What needs to be done =
Return each line of the listing exactly as written.

Dataset content =

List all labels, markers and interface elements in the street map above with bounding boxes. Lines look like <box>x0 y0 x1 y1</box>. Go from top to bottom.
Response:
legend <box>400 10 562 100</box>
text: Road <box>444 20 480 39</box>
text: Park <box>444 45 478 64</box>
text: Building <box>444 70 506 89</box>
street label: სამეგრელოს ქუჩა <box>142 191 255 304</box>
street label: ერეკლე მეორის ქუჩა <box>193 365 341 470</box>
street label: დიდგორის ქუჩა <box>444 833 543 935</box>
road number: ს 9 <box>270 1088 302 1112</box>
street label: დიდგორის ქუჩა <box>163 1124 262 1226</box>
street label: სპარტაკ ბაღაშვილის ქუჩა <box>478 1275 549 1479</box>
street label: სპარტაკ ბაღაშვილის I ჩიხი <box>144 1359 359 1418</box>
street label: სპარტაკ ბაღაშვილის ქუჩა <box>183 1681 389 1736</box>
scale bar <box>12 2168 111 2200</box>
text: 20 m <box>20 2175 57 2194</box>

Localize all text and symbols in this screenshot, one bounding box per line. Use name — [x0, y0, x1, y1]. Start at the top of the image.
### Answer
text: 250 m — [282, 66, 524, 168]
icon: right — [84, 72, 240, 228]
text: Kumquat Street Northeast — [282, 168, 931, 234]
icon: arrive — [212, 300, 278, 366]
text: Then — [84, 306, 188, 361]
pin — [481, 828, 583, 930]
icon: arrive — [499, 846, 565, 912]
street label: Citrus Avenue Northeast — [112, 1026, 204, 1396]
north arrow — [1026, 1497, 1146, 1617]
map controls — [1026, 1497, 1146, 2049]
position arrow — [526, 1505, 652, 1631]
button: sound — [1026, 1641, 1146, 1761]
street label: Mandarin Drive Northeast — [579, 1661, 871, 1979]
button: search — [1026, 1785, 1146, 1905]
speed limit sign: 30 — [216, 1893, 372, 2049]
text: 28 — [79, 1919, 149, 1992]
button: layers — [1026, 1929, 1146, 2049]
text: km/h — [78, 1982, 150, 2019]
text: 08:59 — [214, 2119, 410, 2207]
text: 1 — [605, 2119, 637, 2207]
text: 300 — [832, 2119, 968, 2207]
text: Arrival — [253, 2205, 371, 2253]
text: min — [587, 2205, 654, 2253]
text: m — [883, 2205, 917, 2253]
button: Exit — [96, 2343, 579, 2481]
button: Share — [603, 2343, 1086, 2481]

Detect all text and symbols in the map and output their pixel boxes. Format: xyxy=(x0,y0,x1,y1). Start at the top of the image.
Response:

Response to this exercise =
List all labels, markers and interface elements in the street map above with bounding boxes. Lines look like <box>x0 y0 x1 y1</box>. Go from top to bottom.
Response:
legend <box>400 10 562 100</box>
text: Road <box>444 20 480 39</box>
text: Park <box>444 45 478 64</box>
text: Building <box>444 70 506 89</box>
street label: სამეგრელოს ქუჩა <box>142 191 255 304</box>
street label: ერეკლე მეორის ქუჩა <box>193 365 341 470</box>
street label: დიდგორის ქუჩა <box>444 833 543 935</box>
road number: ს 9 <box>270 1088 302 1112</box>
street label: დიდგორის ქუჩა <box>163 1124 262 1226</box>
street label: სპარტაკ ბაღაშვილის ქუჩა <box>478 1275 549 1479</box>
street label: სპარტაკ ბაღაშვილის I ჩიხი <box>144 1359 359 1418</box>
street label: სპარტაკ ბაღაშვილის ქუჩა <box>183 1681 389 1736</box>
scale bar <box>12 2168 111 2200</box>
text: 20 m <box>20 2175 57 2194</box>

Localize all text and symbols in this screenshot, one bounding box per line. Use name — [x0, y0, x1, y1]. Start at the top of the image.
### Answer
text: 250 m — [282, 66, 524, 168]
icon: right — [84, 72, 240, 228]
text: Kumquat Street Northeast — [282, 168, 931, 234]
icon: arrive — [212, 300, 278, 366]
text: Then — [84, 306, 188, 361]
pin — [481, 828, 583, 930]
icon: arrive — [499, 846, 565, 912]
street label: Citrus Avenue Northeast — [112, 1026, 204, 1396]
north arrow — [1026, 1497, 1146, 1617]
map controls — [1026, 1497, 1146, 2049]
position arrow — [526, 1505, 652, 1631]
button: sound — [1026, 1641, 1146, 1761]
street label: Mandarin Drive Northeast — [579, 1661, 871, 1979]
button: search — [1026, 1785, 1146, 1905]
speed limit sign: 30 — [216, 1893, 372, 2049]
text: 28 — [79, 1919, 149, 1992]
button: layers — [1026, 1929, 1146, 2049]
text: km/h — [78, 1982, 150, 2019]
text: 08:59 — [214, 2119, 410, 2207]
text: 1 — [605, 2119, 637, 2207]
text: 300 — [832, 2119, 968, 2207]
text: Arrival — [253, 2205, 371, 2253]
text: min — [587, 2205, 654, 2253]
text: m — [883, 2205, 917, 2253]
button: Exit — [96, 2343, 579, 2481]
button: Share — [603, 2343, 1086, 2481]

Detect all text and symbols in the map and output their pixel boxes. Format: xyxy=(x0,y0,x1,y1). Start at the top of the image.
Response:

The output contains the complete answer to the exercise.